▶ [THE DATA]:
☆ ☆ ☆ ☆ ☆ ☆ ☆

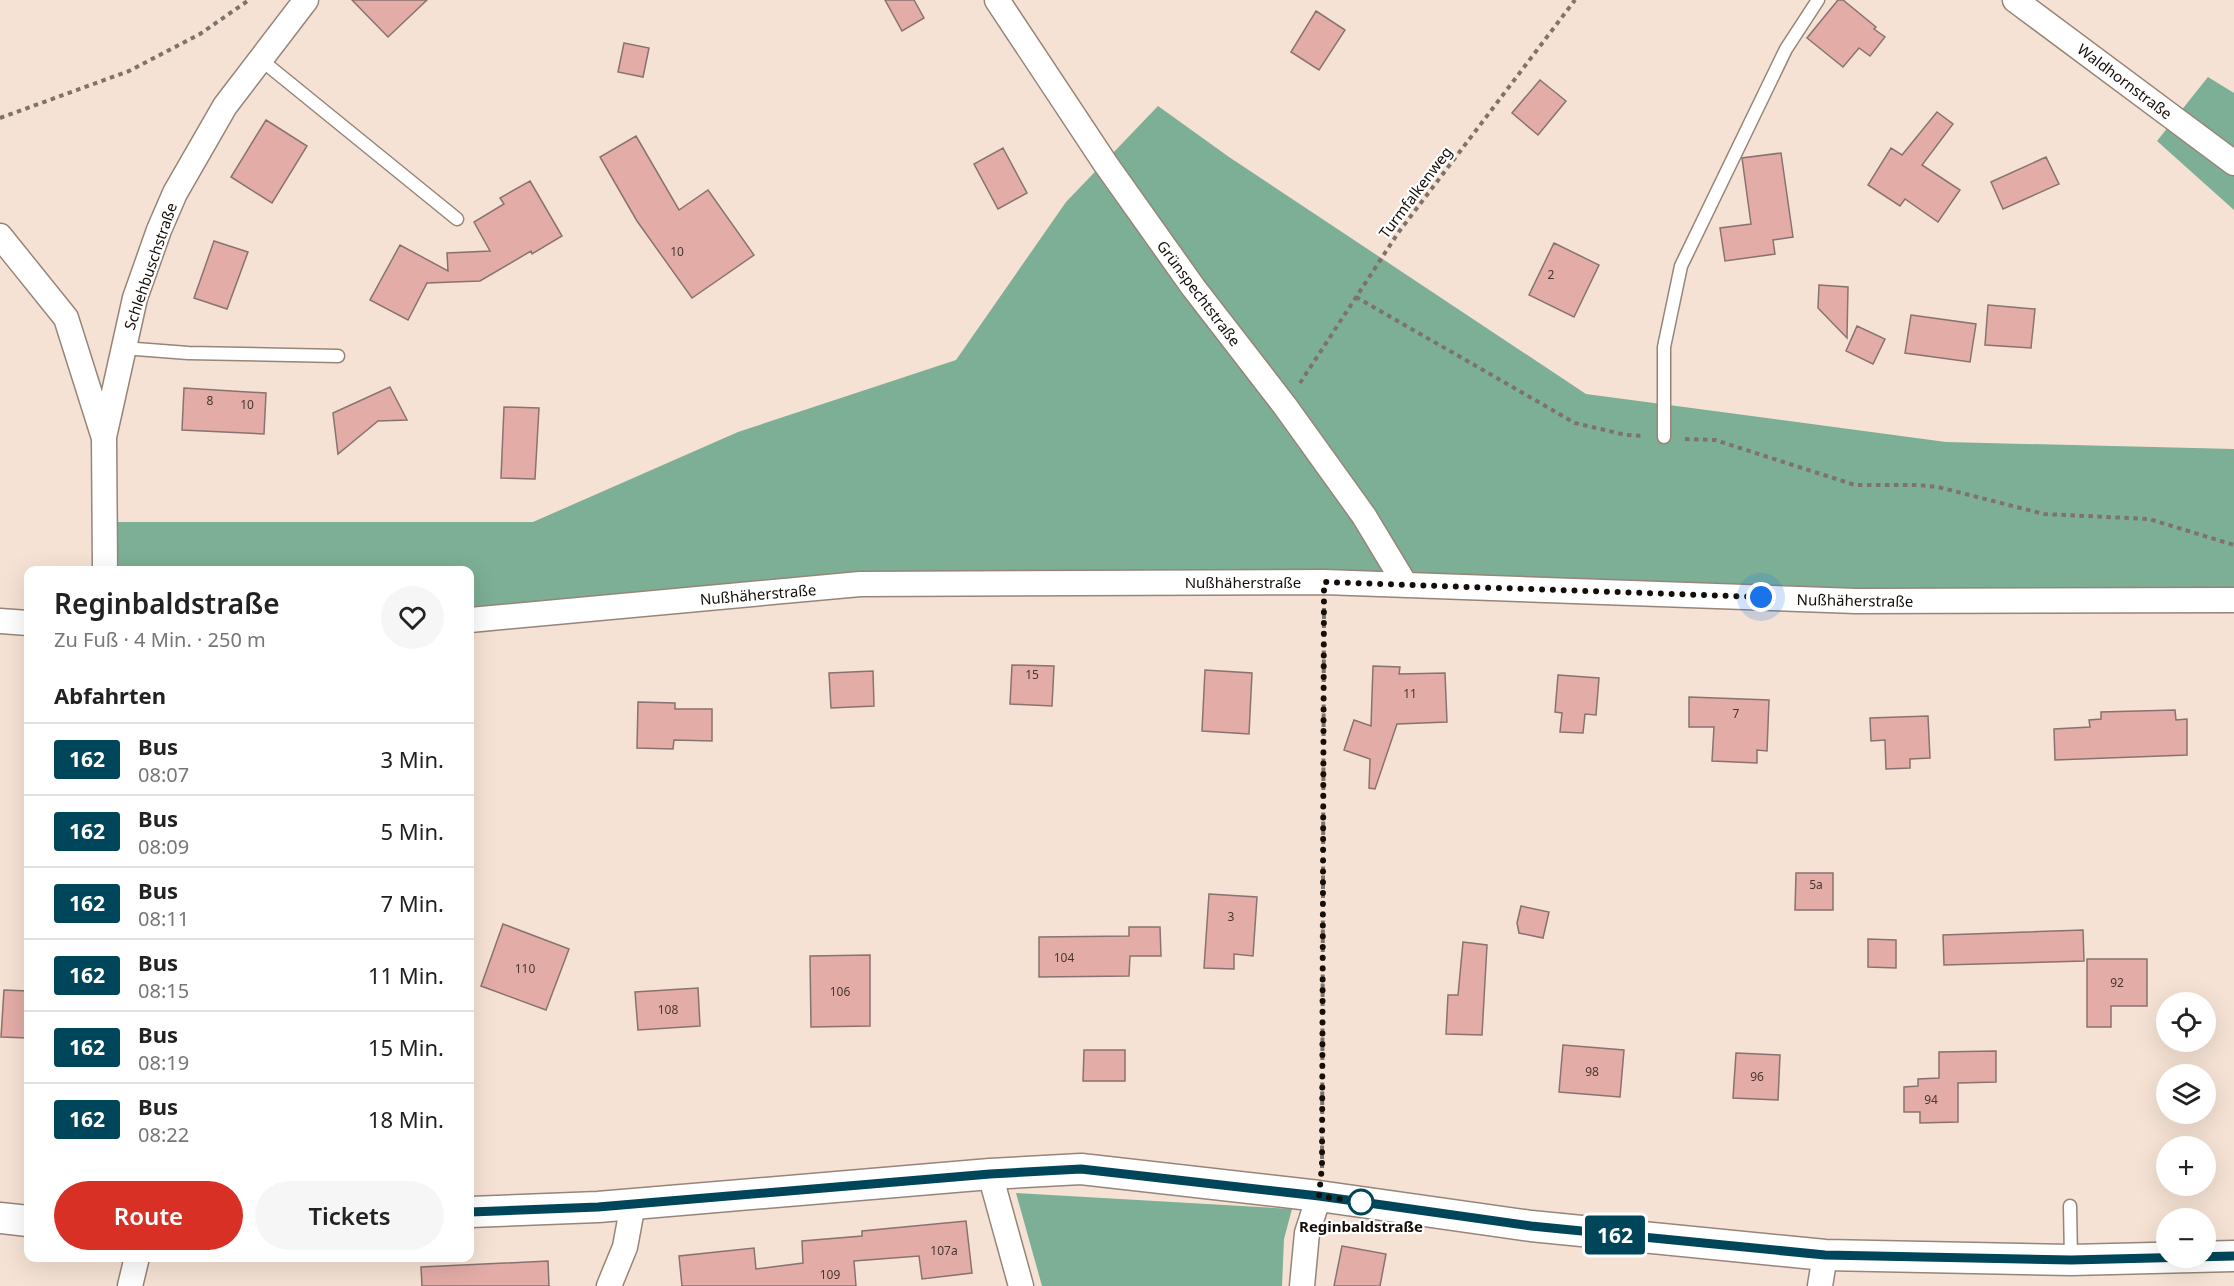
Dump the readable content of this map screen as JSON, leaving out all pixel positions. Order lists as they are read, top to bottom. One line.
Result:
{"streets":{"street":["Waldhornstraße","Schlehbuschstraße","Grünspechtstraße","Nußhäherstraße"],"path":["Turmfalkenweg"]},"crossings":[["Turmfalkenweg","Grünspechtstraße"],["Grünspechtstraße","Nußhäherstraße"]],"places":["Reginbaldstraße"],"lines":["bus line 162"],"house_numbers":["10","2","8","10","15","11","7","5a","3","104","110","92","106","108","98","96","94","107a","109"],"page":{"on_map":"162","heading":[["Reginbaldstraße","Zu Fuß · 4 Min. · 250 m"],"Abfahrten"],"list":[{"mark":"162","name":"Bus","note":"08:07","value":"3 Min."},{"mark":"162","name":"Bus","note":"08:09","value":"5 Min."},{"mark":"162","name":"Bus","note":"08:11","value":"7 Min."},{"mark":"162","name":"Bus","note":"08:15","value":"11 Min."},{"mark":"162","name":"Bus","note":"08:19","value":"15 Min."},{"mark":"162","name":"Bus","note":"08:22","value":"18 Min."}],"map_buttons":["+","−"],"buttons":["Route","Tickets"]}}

☆ ☆ ☆ ☆ ☆ ☆ ☆

▶ [EXERCISE GOAL]: The copy must match every line of the data exactly and contain no pictures.

▶ [WRITTEN ANSWER]:
Dump the readable content of this map screen as JSON, leaving out all pixel positions. Order lists as they are read, top to bottom. One line.
Result:
{"streets":{"street":["Waldhornstraße","Schlehbuschstraße","Grünspechtstraße","Nußhäherstraße"],"path":["Turmfalkenweg"]},"crossings":[["Turmfalkenweg","Grünspechtstraße"],["Grünspechtstraße","Nußhäherstraße"]],"places":["Reginbaldstraße"],"lines":["bus line 162"],"house_numbers":["10","2","8","10","15","11","7","5a","3","104","110","92","106","108","98","96","94","107a","109"],"page":{"on_map":"162","heading":[["Reginbaldstraße","Zu Fuß · 4 Min. · 250 m"],"Abfahrten"],"list":[{"mark":"162","name":"Bus","note":"08:07","value":"3 Min."},{"mark":"162","name":"Bus","note":"08:09","value":"5 Min."},{"mark":"162","name":"Bus","note":"08:11","value":"7 Min."},{"mark":"162","name":"Bus","note":"08:15","value":"11 Min."},{"mark":"162","name":"Bus","note":"08:19","value":"15 Min."},{"mark":"162","name":"Bus","note":"08:22","value":"18 Min."}],"map_buttons":["+","−"],"buttons":["Route","Tickets"]}}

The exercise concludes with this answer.